____ The data

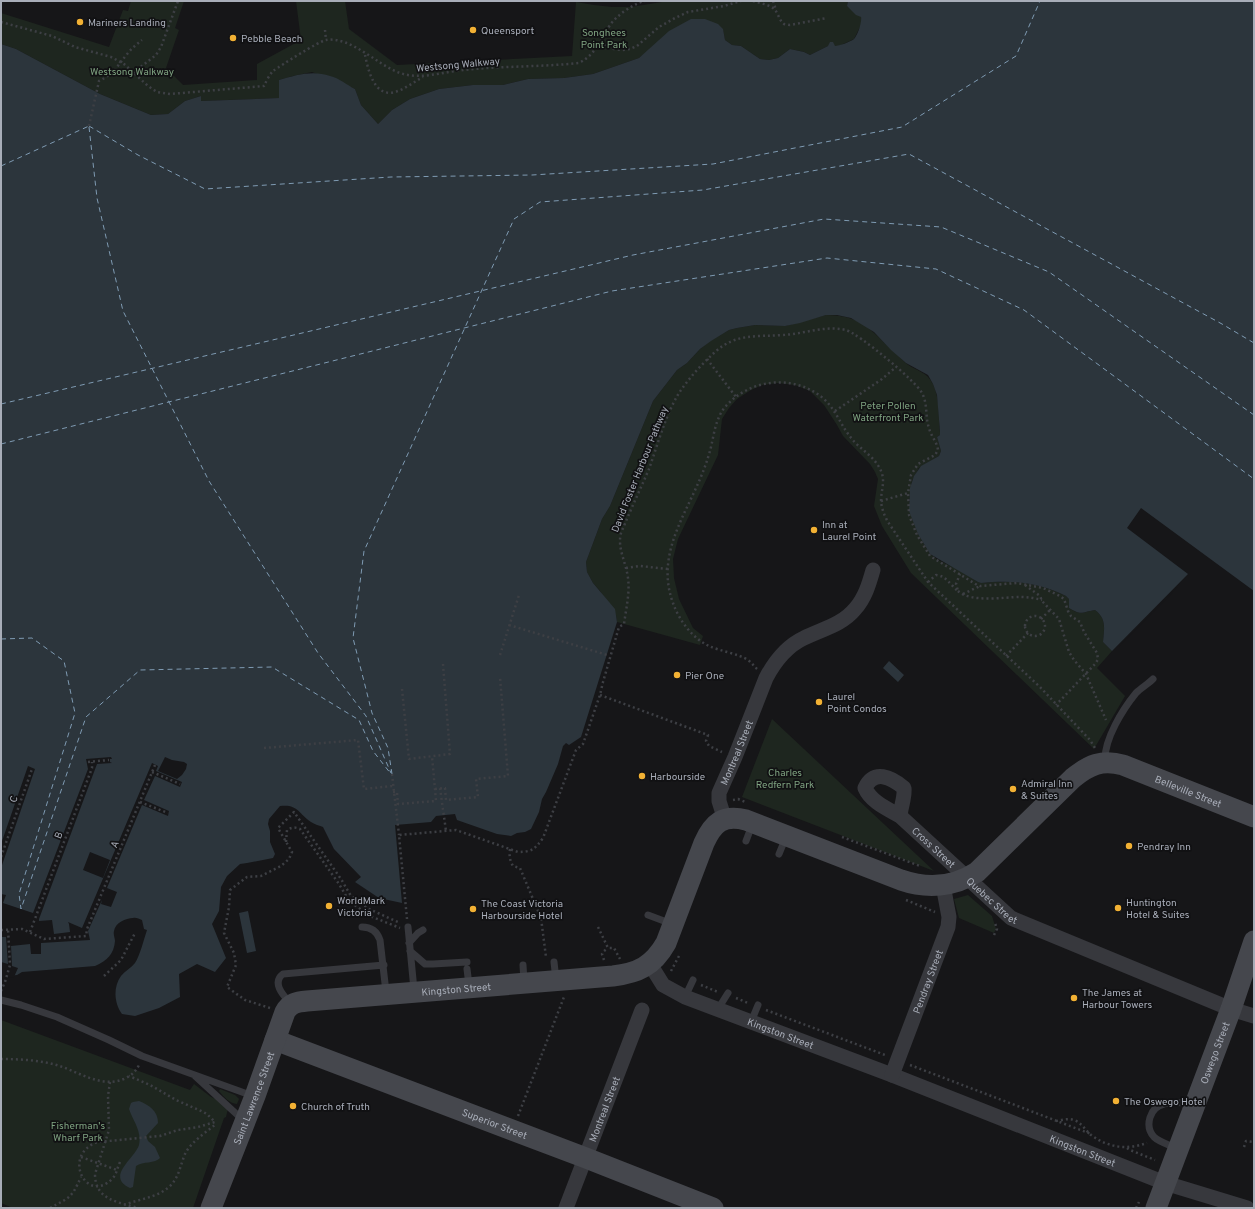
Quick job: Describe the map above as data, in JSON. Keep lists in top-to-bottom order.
{
  "streets": {
    "street": [
      "Montreal Street",
      "Belleville Street",
      "Cross Street",
      "Quebec Street",
      "Pendray Street",
      "Kingston Street",
      "Oswego Street",
      "Saint Lawrence Street",
      "Superior Street"
    ],
    "path": [
      "Westsong Walkway",
      "David Foster Harbour Pathway",
      "C",
      "B",
      "A"
    ]
  },
  "crossings": [
    ["Montreal Street", "Quebec Street"],
    ["Montreal Street", "Superior Street"],
    ["B", "A"],
    ["Cross Street", "Quebec Street"],
    ["Quebec Street", "Pendray Street"],
    ["Quebec Street", "Oswego Street"],
    ["Pendray Street", "Kingston Street"],
    ["Kingston Street", "Oswego Street"],
    ["Kingston Street", "Saint Lawrence Street"],
    ["Saint Lawrence Street", "Superior Street"]
  ],
  "parks": [
    "Songhees Point Park",
    "Westsong Walkway",
    "Peter Pollen Waterfront Park",
    "Charles Redfern Park",
    "Fisherman's Wharf Park"
  ],
  "places": [
    "Mariners Landing",
    "Queensport",
    "Pebble Beach",
    "Inn at Laurel Point",
    "Pier One",
    "Laurel Point Condos",
    "Harbourside",
    "Admiral Inn & Suites",
    "Pendray Inn",
    "WorldMark Victoria",
    "Huntington Hotel & Suites",
    "The Coast Victoria Harbourside Hotel",
    "The James at Harbour Towers",
    "The Oswego Hotel",
    "Church of Truth"
  ]
}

________

Problem statement: Without including a single picture, restate all of the data word for word.

Finished exercise:
Quick job: Describe the map above as data, in JSON. Keep lists in top-to-bottom order.
{
  "streets": {
    "street": [
      "Montreal Street",
      "Belleville Street",
      "Cross Street",
      "Quebec Street",
      "Pendray Street",
      "Kingston Street",
      "Oswego Street",
      "Saint Lawrence Street",
      "Superior Street"
    ],
    "path": [
      "Westsong Walkway",
      "David Foster Harbour Pathway",
      "C",
      "B",
      "A"
    ]
  },
  "crossings": [
    ["Montreal Street", "Quebec Street"],
    ["Montreal Street", "Superior Street"],
    ["B", "A"],
    ["Cross Street", "Quebec Street"],
    ["Quebec Street", "Pendray Street"],
    ["Quebec Street", "Oswego Street"],
    ["Pendray Street", "Kingston Street"],
    ["Kingston Street", "Oswego Street"],
    ["Kingston Street", "Saint Lawrence Street"],
    ["Saint Lawrence Street", "Superior Street"]
  ],
  "parks": [
    "Songhees Point Park",
    "Westsong Walkway",
    "Peter Pollen Waterfront Park",
    "Charles Redfern Park",
    "Fisherman's Wharf Park"
  ],
  "places": [
    "Mariners Landing",
    "Queensport",
    "Pebble Beach",
    "Inn at Laurel Point",
    "Pier One",
    "Laurel Point Condos",
    "Harbourside",
    "Admiral Inn & Suites",
    "Pendray Inn",
    "WorldMark Victoria",
    "Huntington Hotel & Suites",
    "The Coast Victoria Harbourside Hotel",
    "The James at Harbour Towers",
    "The Oswego Hotel",
    "Church of Truth"
  ]
}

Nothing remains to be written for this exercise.